= Task to carry out =
Only the lines from the top of the listing below to the line that has "display:grid; place-items:center; width:70px;" should be echoed, with both ends kept and pictures left out.

-------------------------

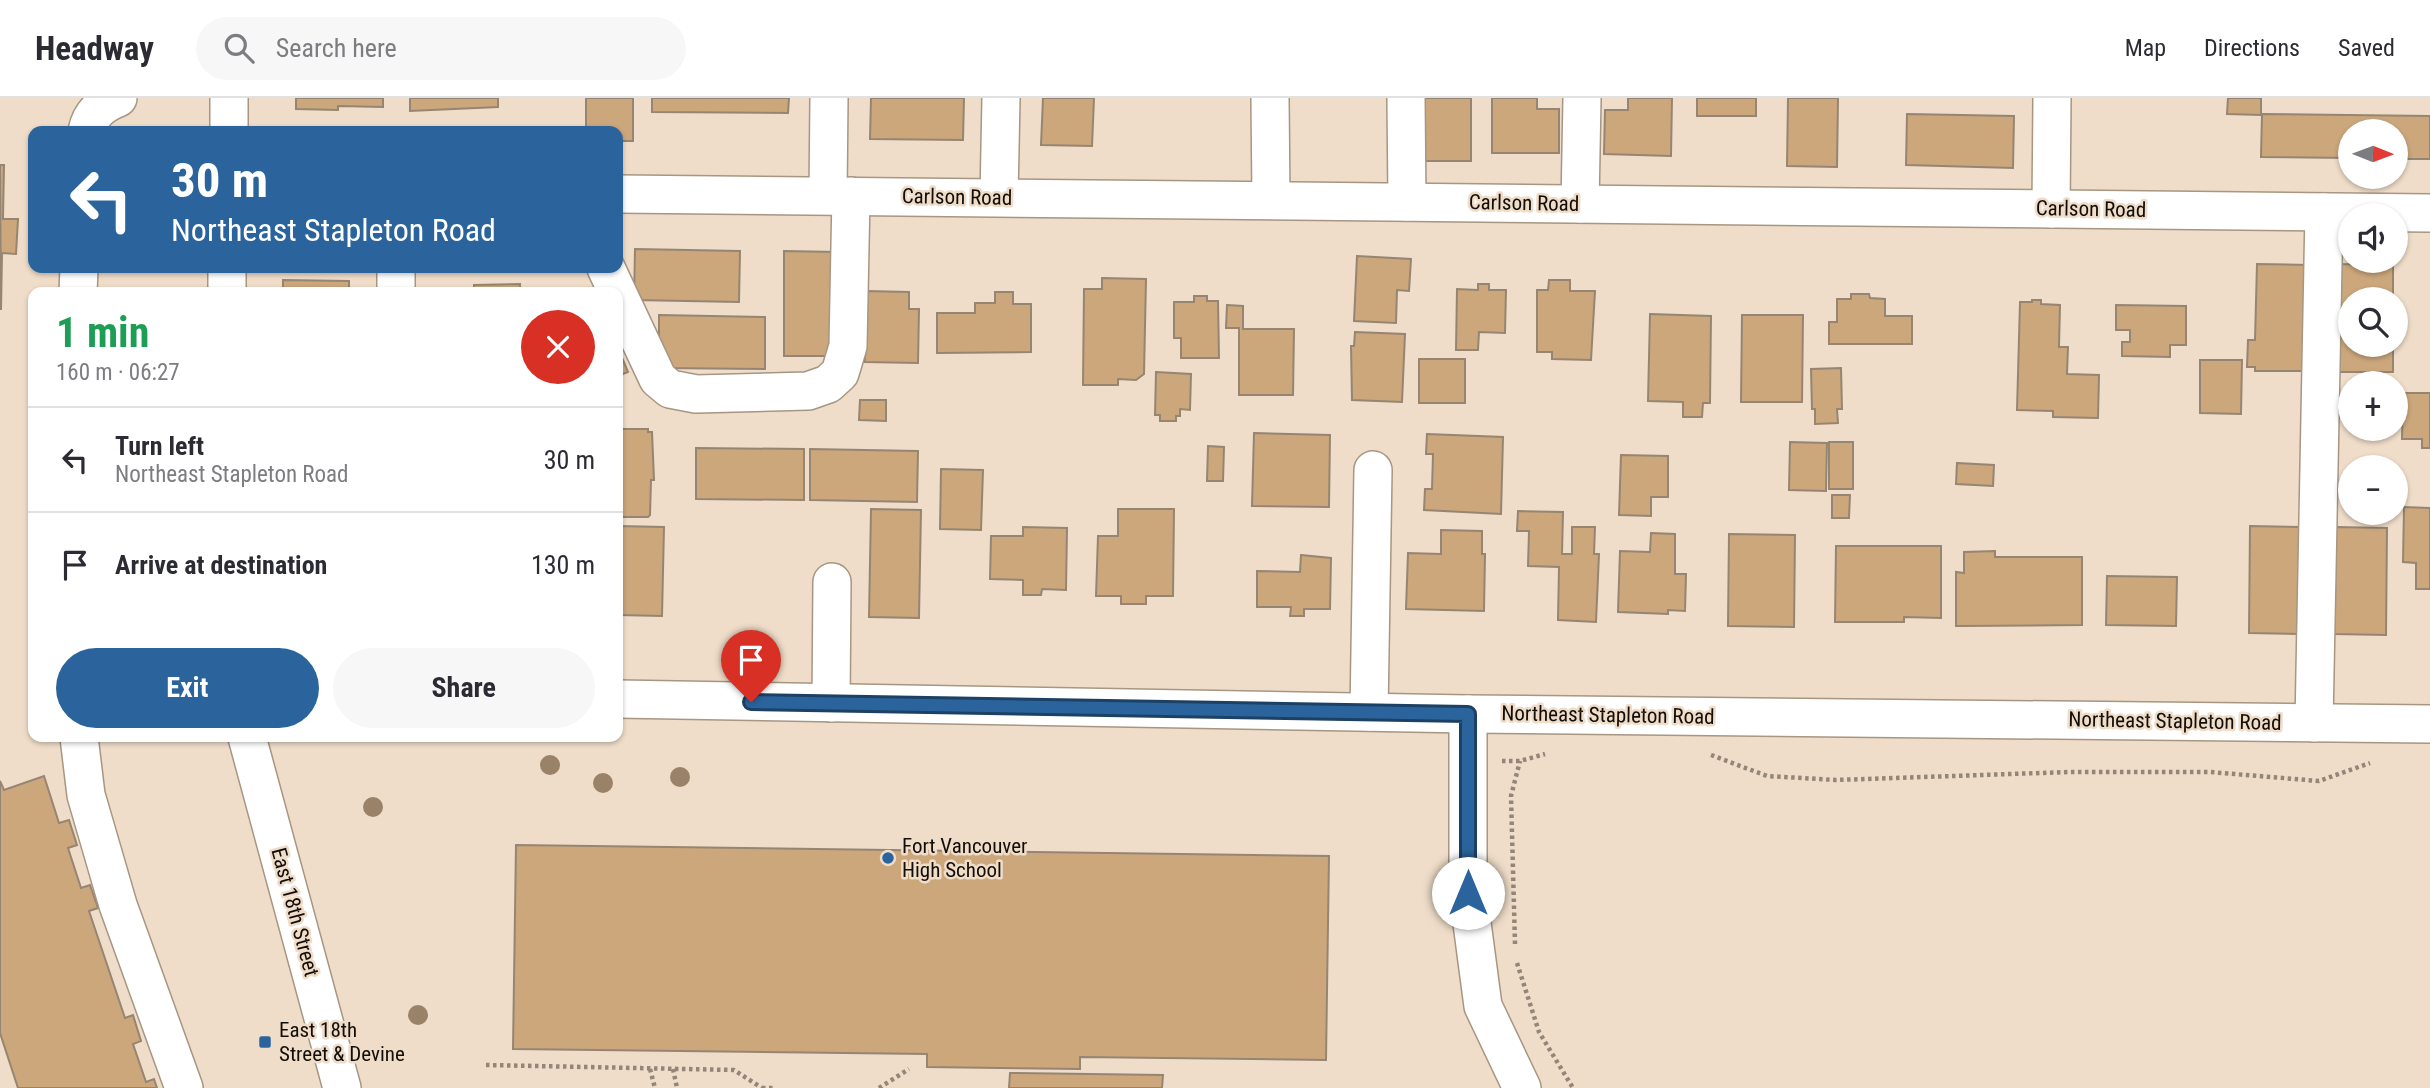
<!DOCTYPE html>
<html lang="en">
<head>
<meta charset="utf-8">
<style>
	:root { --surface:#fff; --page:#f7f7f7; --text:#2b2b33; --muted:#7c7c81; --line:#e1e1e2; --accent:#2b649c }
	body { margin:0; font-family:"Roboto Condensed",sans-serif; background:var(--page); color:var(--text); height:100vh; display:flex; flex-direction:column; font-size:26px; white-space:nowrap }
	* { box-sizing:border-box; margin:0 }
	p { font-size:23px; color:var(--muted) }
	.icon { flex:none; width:38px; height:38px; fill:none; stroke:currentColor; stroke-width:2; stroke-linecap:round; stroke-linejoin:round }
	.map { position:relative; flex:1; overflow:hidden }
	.drawer { position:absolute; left:28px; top:189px; width:595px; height:455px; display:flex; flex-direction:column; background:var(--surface); border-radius:14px; box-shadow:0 2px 5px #0004 }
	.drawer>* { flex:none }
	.top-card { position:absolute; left:28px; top:28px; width:595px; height:147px; border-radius:14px; box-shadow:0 2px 5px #0004; background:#2b649c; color:#fff; overflow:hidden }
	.needle { width:46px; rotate:91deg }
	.fabs { position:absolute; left:2338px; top:21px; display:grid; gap:14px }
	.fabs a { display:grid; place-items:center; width:70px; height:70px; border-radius:50%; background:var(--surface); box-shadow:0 2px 5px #0004; font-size:35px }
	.pin { position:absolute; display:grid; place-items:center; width:60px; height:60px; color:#fff; margin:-72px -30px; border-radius:50% 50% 50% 0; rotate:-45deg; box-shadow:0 0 7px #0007 }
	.pin .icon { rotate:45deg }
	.me { position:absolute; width:77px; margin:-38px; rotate:0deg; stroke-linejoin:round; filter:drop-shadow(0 0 5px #0008) }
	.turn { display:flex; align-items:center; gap:24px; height:147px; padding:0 28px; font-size:32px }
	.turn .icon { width:91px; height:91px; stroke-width:2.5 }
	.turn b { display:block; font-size:49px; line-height:60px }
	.round { display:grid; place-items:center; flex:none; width:74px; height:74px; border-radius:37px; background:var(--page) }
	.headline { display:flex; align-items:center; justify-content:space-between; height:119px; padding:0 28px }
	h1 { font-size:42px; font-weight:700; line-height:52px; color:#1e9e55 }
	.cta { display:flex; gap:14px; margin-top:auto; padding:14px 28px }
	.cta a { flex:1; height:80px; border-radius:42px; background:var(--accent); color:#fff; font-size:28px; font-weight:700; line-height:80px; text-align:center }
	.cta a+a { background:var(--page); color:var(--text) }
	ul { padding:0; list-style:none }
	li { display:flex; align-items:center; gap:21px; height:105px; padding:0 28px; border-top:2px solid var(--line) }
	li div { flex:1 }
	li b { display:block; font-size:26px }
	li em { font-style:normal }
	header { display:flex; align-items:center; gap:42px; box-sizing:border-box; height:98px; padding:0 35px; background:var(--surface); border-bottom:2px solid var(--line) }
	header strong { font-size:33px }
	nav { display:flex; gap:38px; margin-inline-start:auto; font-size:24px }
	.search { width:490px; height:63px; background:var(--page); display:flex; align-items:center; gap:18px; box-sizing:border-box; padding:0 24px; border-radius:38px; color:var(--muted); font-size:26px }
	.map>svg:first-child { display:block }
</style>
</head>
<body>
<header>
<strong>Headway</strong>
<div class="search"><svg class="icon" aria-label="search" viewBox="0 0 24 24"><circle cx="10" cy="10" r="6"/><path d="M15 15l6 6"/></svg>Search here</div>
<nav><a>Map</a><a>Directions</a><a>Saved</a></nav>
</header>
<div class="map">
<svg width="2430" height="990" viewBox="0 0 2430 990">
	<rect width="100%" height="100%" fill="#efddc9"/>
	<g fill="#cca77c" stroke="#958572" stroke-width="2">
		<path d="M296 0H383V9L338 8V12L296 11Z"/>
		<path d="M410 0H498V9L410 13Z"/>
		<path d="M586 0H633V43H618V33H586Z"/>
		<path d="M652 0H789L788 15 652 14Z"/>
		<path d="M871 0H964L963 42 870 41Z"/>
		<path d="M1043 0H1094L1092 48 1041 47Z"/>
		<path d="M1417 0H1471V63H1419Z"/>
		<path d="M1492 0H1537V11H1559V55H1492Z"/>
		<path d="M1628 0H1672L1671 58 1604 56 1605 12H1628Z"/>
		<rect x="1697" y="0" width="59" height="18"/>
		<path d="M1788 0H1838L1837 69 1787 68Z"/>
		<path d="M2228 0H2261V17L2227 16Z"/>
		<path d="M1907 16 2014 18 2013 70 1906 67Z"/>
		<path d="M2262 16 2430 18V61H2396V33H2350V60L2261 59Z"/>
		<path d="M0 67H4L3 121H18L16 156 2 155 1 212Z"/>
		<path d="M635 151 740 153 739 204 634 202Z"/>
		<path d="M784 153 837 154 836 258H784Z"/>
		<path d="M1357 158 1411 161 1409 193 1397 192 1396 225 1354 223Z"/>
		<path d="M2257 166 2308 167 2306 273H2255V269H2247L2248 242H2255Z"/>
		<path d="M2335 166 2393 167V201H2350V247H2393V274H2334Z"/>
		<path d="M1102 180 1146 181 1144 276 1136 282 1118 281V287H1083L1084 191H1102Z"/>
		<path d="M283 182 349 183V191H368V194H283Z"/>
		<path d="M1549 182H1570V193H1595L1591 262 1552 261V254H1537V192H1548Z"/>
		<path d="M520 186V194H474V187Z"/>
		<path d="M1478 186H1489V192H1506L1505 235 1479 234 1478 252H1456L1457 191 1478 192Z"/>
		<path d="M866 193 909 194V211H919L918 265 865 264Z"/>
		<path d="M995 194H1013V206H1031V254L937 255V215H975V205H995Z"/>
		<path d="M1851 196H1869L1870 200 1885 201V218H1912V246H1829V224H1837V201H1851Z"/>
		<path d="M1194 198H1207V203H1218L1219 260H1181V240H1174V204H1194Z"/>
		<path d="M2032 202H2041V206L2060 207 2059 249H2068L2067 276 2099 277 2098 320 2053 319V313L2017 312 2020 204H2032Z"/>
		<path d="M1227 207 1243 208V231H1294L1293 297H1239V230H1226Z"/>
		<path d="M2116 207 2186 208V247H2170V259L2122 258V244H2130V232H2116Z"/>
		<path d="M1650 216 1711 218 1710 305H1703L1702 319H1683V304L1648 303Z"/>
		<path d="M659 217 765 219V271L659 270Z"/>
		<path d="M1742 217H1803L1802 304H1741Z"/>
		<path d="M1355 234 1405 236 1402 304 1352 302 1351 248H1354Z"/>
		<path d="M618 250 628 274 618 278Z"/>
		<rect x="1419" y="261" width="46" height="44"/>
		<path d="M2200 262H2242L2241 316 2200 315Z"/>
		<path d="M1841 270 1842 311H1837L1838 325 1815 326V311H1812L1811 271Z"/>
		<path d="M1156 274 1191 276 1190 312 1180 311V318H1176V323H1160V317H1155Z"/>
		<path d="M2403 295H2430V350H2422V341H2402Z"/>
		<path d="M860 302H886V323L859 322Z"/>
		<path d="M618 331H648V334H652L654 382H651L650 417 648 419H618Z"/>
		<path d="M1254 335 1330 337 1329 409 1252 408Z"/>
		<path d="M1427 336 1503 339 1501 416 1424 412 1425 391H1432L1433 356H1426Z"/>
		<path d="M1790 344 1827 345 1826 393 1789 392Z"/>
		<rect x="1829" y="344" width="24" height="47"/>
		<path d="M1208 348 1224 349 1223 383H1207Z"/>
		<path d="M696 350 804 351V402L696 401Z"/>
		<path d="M810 351 918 353 917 404 810 402Z"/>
		<path d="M1621 357 1668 358V399H1651V418L1619 417Z"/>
		<path d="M1957 365 1994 367 1993 388 1956 386Z"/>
		<path d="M941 371 983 372 981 432 940 431Z"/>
		<path d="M1832 397H1850L1849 420H1832Z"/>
		<path d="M2404 409 2430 410V491H2416V465L2403 464Z"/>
		<path d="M871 411 921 412 919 520 869 519Z"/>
		<path d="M1118 411H1174L1173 498H1146V506H1121V498H1096L1098 438H1118Z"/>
		<path d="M1518 413 1563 414 1562 456H1572V429H1595L1594 456H1599L1596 524 1558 522 1559 469 1528 468 1529 433H1517Z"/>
		<path d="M618 428 664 429 662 518 618 517Z"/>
		<path d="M2250 428 2301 429V536L2249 535Z"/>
		<path d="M1023 429 1067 430 1066 492 1042 491 1041 497H1023V482L990 481 991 438H1023Z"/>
		<path d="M2336 429 2387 430 2386 537 2334 536Z"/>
		<path d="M1441 432 1482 433V456H1485L1484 513 1406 511 1408 455 1441 456Z"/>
		<path d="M1651 435 1675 436V476H1686L1685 513 1668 512V516L1618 514 1620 453 1650 454Z"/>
		<path d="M1729 436 1795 437 1794 529 1728 528Z"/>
		<path d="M1836 448H1941V520L1904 519V524H1835Z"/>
		<path d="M1995 453V459H2082V527L1956 528V474L1964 475V454Z"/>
		<path d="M1301 457 1331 460 1330 511H1304V518H1290L1291 509H1257V473L1300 474Z"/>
		<path d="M2107 478 2177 479 2176 528 2106 527Z"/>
		<path d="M44 678 59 725 69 722 77 747 68 750 81 790 90 787 98 810 89 813 125 920 133 917 141 943 133 946 146 984 154 981 157 990H18L0 935V683L4 692Z"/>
		<path d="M516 747 1329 758 1326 962 1080 959V971L927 969V956L513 951Z"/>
		<path d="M1010 975 1163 977 1162 990H1009Z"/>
	</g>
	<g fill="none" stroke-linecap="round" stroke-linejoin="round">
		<defs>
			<g id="minor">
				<path d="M1270 0 1271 102"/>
				<path d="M1406 0 1407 104"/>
				<path d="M87 33C91 15 101 7 118 0"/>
				<path d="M229 33V0"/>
				<path d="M618 96 2430 115"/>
				<path d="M828 97 829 0"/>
				<path d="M999 99 1001 0"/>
				<path d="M1580 106 1582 0"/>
				<path d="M2051 111 2052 0"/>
				<path d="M606 170 658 281 670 291 696 296 808 293 828 286 840 275 848 248 851 98"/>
				<path d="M78 194 79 170"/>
				<path d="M227 194V170"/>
				<path d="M396 194V170"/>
				<path d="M618 601 1468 616 2430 626"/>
				<path d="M831 605 832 484"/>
				<path d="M1369 614 1373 372"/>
				<path d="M1468 616V795L1483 908 1522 990"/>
				<path d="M2314 625 2324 114"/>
				<path d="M79 639 86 697 118 807 184 990"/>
				<path d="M247 639 342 990"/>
			</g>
		</defs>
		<use href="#minor" stroke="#a69682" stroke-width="40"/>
		<g stroke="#938678" stroke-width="4.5" stroke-dasharray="3.5 3.5" stroke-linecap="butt">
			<path d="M1711 657 1767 678 1836 682 2069 674H2210L2319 683 2370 665"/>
			<path d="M1502 663H1520L1545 656"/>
			<path d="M1515 846 1511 698 1520 663"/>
			<path d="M1517 865 1539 934 1573 990"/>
			<path d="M486 967 734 972 762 990"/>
			<path d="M650 971 655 990"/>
			<path d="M673 971 677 990"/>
			<path d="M762 990H775"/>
			<path d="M879 990 909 971"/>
		</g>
		<use href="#minor" stroke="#fff" stroke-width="37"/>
	</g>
	<g fill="#998267">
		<circle cx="550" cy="667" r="10"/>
		<circle cx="680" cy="679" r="10"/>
		<circle cx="603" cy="685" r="10"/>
		<circle cx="373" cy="709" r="10"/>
		<circle cx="418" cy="917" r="10"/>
	</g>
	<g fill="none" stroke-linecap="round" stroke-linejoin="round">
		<defs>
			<path id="route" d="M751 604 1468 616V795"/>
		</defs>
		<use href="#route" stroke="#1c4165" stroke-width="18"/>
		<use href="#route" stroke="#2b649c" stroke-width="12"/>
	</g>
	<g fill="#2b649c" stroke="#efddc9" stroke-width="2.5">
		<circle cx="888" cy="760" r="7"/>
		<rect x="258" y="937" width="14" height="14" rx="3.5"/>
	</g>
	<g text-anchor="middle" stroke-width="5" stroke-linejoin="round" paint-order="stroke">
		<g font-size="21" fill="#130d07" stroke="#efddc9">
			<text transform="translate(957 99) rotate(1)" y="7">Carlson Road</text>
			<text transform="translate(1524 105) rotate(1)" y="7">Carlson Road</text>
			<text transform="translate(2091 111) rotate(1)" y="7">Carlson Road</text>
			<text transform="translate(1608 617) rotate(1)" y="7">Northeast Stapleton Road</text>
			<text transform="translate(2175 623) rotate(1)" y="7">Northeast Stapleton Road</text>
			<text transform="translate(295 814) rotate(75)" y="7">East 18th Street</text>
		</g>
		<g font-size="21" fill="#130d07" stroke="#efddc9" text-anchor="start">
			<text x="902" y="755">Fort Vancouver<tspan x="902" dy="24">High School</tspan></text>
			<text x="279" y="939">East 18th<tspan x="279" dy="24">Street &amp; Devine</tspan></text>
		</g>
	</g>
</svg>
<div class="fabs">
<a><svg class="needle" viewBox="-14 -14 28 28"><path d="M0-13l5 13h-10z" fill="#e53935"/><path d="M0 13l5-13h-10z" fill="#7c7c81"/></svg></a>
<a><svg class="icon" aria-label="sound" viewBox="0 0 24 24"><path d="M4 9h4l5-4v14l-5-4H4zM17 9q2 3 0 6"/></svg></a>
<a><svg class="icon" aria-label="search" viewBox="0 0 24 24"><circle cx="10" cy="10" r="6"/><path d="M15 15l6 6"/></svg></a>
<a>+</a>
<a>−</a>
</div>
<div class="pin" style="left:751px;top:604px;background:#d93025"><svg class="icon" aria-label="arrive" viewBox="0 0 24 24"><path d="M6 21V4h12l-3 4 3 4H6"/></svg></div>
<svg class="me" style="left:1468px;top:795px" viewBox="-20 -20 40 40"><circle r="19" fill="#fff"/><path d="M0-13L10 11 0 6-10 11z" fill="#2b649c"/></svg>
<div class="top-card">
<div class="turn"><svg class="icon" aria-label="left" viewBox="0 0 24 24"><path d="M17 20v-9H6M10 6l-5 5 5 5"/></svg><div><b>30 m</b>Northeast Stapleton Road</div></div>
</div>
<section class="drawer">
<div class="headline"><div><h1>1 min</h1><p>160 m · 06:27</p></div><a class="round" style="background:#d93025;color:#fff"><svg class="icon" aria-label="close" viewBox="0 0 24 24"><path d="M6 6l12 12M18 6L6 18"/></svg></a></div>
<ul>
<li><svg class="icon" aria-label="left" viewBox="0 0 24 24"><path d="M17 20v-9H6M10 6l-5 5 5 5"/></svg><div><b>Turn left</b><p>Northeast Stapleton Road</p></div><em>30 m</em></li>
<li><svg class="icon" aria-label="arrive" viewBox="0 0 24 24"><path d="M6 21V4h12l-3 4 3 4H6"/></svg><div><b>Arrive at destination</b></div><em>130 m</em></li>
</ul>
<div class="cta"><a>Exit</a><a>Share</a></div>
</section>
</div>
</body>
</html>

-------------------------

= Answer to this task =
<!DOCTYPE html>
<html lang="en">
<head>
<meta charset="utf-8">
<style>
	:root { --surface:#fff; --page:#f7f7f7; --text:#2b2b33; --muted:#7c7c81; --line:#e1e1e2; --accent:#2b649c }
	body { margin:0; font-family:"Roboto Condensed",sans-serif; background:var(--page); color:var(--text); height:100vh; display:flex; flex-direction:column; font-size:26px; white-space:nowrap }
	* { box-sizing:border-box; margin:0 }
	p { font-size:23px; color:var(--muted) }
	.icon { flex:none; width:38px; height:38px; fill:none; stroke:currentColor; stroke-width:2; stroke-linecap:round; stroke-linejoin:round }
	.map { position:relative; flex:1; overflow:hidden }
	.drawer { position:absolute; left:28px; top:189px; width:595px; height:455px; display:flex; flex-direction:column; background:var(--surface); border-radius:14px; box-shadow:0 2px 5px #0004 }
	.drawer>* { flex:none }
	.top-card { position:absolute; left:28px; top:28px; width:595px; height:147px; border-radius:14px; box-shadow:0 2px 5px #0004; background:#2b649c; color:#fff; overflow:hidden }
	.needle { width:46px; rotate:91deg }
	.fabs { position:absolute; left:2338px; top:21px; display:grid; gap:14px }
	.fabs a { display:grid; place-items:center; width:70px; height:70px; border-radius:50%; background:var(--surface); box-shadow:0 2px 5px #0004; font-size:35px }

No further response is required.